Lettera ai Magnesii:

“È bene non soltanto chiamarsi cristiani ma anche esserlo, perché ci sono alcuni che lo chiamano vescovo ma agiscono in tutto prescindendo da lui.” (4-146)

“Come il Signore nulla ha fatto senza il Padre, in quanto unito con lui, né di per sé né tramite gli apostoli, così voi non dovete far niente senza il vescovo e i presbiteri: non cercate di far apparire ragionevole ciò che fate a parte, ma tutto sia fatto in comune: una sola preghiera, una sola invocazione, una sola intenzione, una sola speranza nell’amore e nella gioia irreprensibile, che è Gesù Cristo, di cui nulla è migliore”. (7-163)

Lettera ai Tralliani:

“È poi necessario che quelli che sono i diaconi dei misteri di Gesù Cristo risultino in ogni modo graditi a tutti, poiché sono ministri non di cibi e bevande ma della chiesa di Dio. Debbano perciò guardarsi da ogni accusa come dal fuoco”. (2-215)

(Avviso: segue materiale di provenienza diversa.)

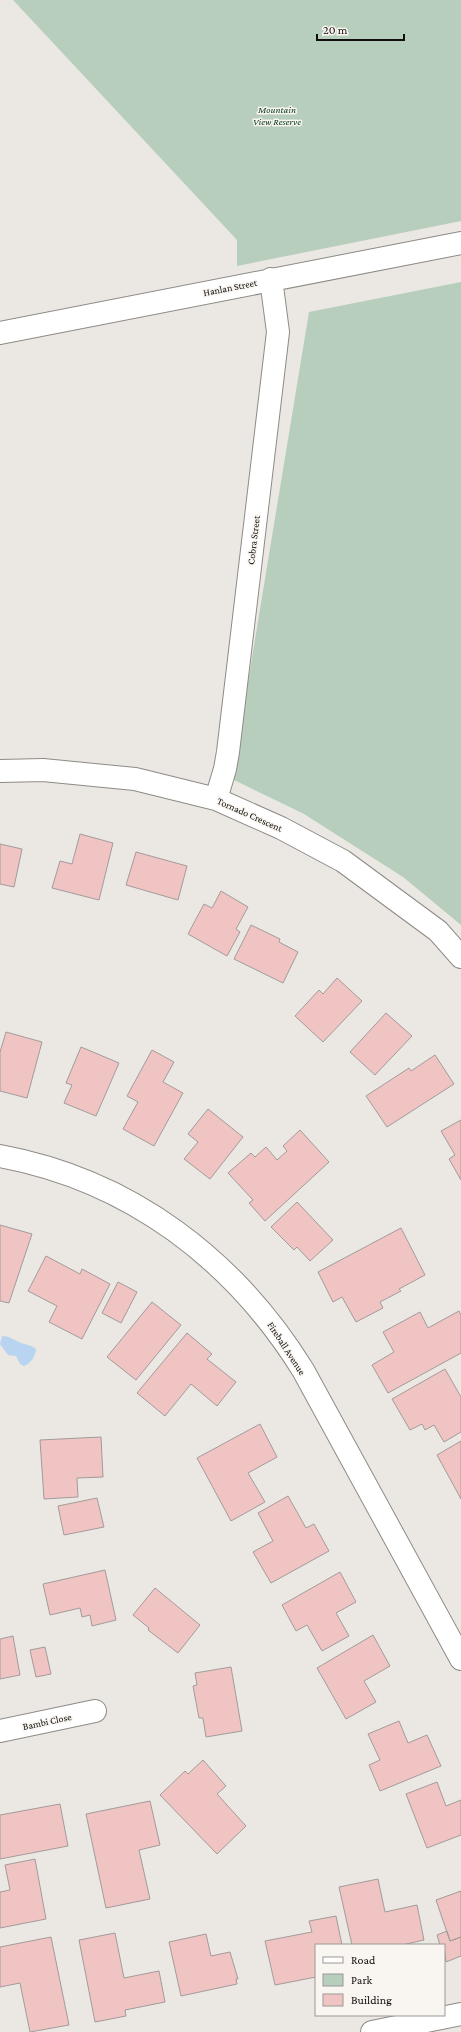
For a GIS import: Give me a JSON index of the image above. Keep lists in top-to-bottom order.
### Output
{
  "streets": {
    "street": [
      "Hanlan Street",
      "Cobra Street",
      "Tornado Crescent",
      "Fireball Avenue",
      "Bambi Close"
    ]
  },
  "crossings": [
    ["Hanlan Street", "Cobra Street"],
    ["Cobra Street", "Tornado Crescent"]
  ],
  "parks": ["Mountain View Reserve"],
  "legend": ["Road", "Park", "Building"],
  "scale_bar": "20 m"
}
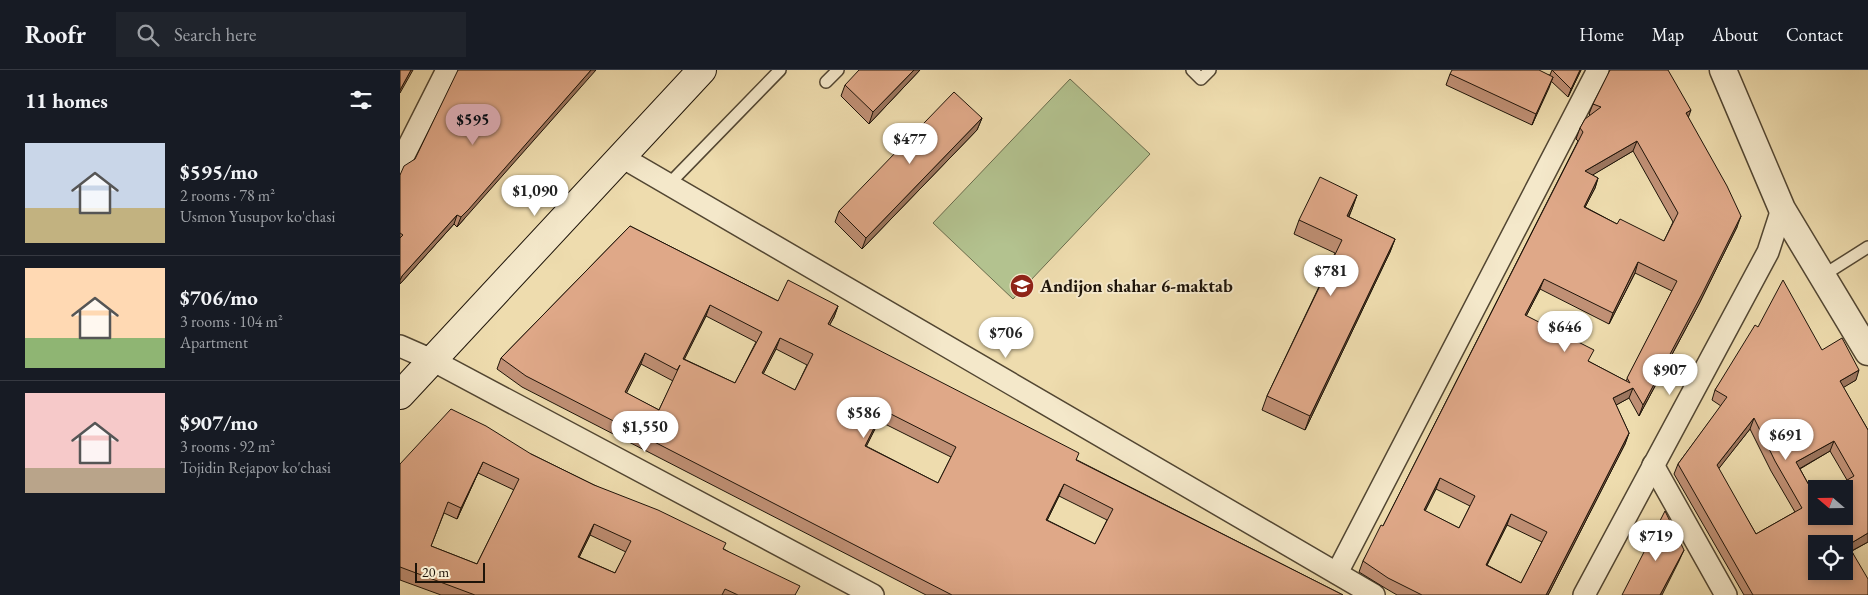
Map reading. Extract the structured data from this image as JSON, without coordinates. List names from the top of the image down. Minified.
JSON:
{"places":{"school or university":["Andijon shahar 6-maktab"]},"scale_bar":"20 m","north":"left","page":{"header":"Roofr","search":"Search here","nav":["Home","Map","About","Contact"],"heading":"11 homes","price":["$595","$477","$1,090","$781","$646","$706","$907","$586","$1,550","$691","$719"],"list":[{"name":"$595/mo","note":"2 rooms · 78 m² · Usmon Yusupov ko'chasi"},{"name":"$706/mo","note":"3 rooms · 104 m² · Apartment"},{"name":"$907/mo","note":"3 rooms · 92 m² · Tojidin Rejapov ko'chasi"}],"scale":"20 m"}}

“Similmente tutti portino rispetto ai diaconi come a Gesù Cristo, e anche al vescovo, che è figura del Padre, e ai presbiteri come al sinedrio di Dio e al collegio degli apostoli. Senza costoro non si può parlare di chiesa” (3-217)

Lettera ai Romani:

“Non è opera di persuasione, ma di grandezza il cristianesimo, quando è odiato dal mondo” (3-306)

Lettera ai Filadelfii:

“Fuggite le arti maligne e le insidie del principe di questo mondo, perché non avvenga che stretti dai suoi raggiri vi indeboliate nell’amore. Ma riunitevi tutti con cuore indiviso”. (6-386)

Lettera agli Smirnei:

“Nessuno si faccia ingannare. Anche le creature celesti, gli angeli gloriosi, i principi visibili e invisibili, se non credono nel sangue di Cristo la condanna attende anche loro”. (6-452)

Lettera a Policarpo:

“Se ami i buoni discepoli, non hai merito; piuttosto prova a sottomettere i più difficili con la mitezza. Non tutte le ferite si curano con il medesimo impiastro. Calma i parossismi con infusione. Sii prudente come serpente in ogni cosa e sempre puro come la colomba”. (2-515)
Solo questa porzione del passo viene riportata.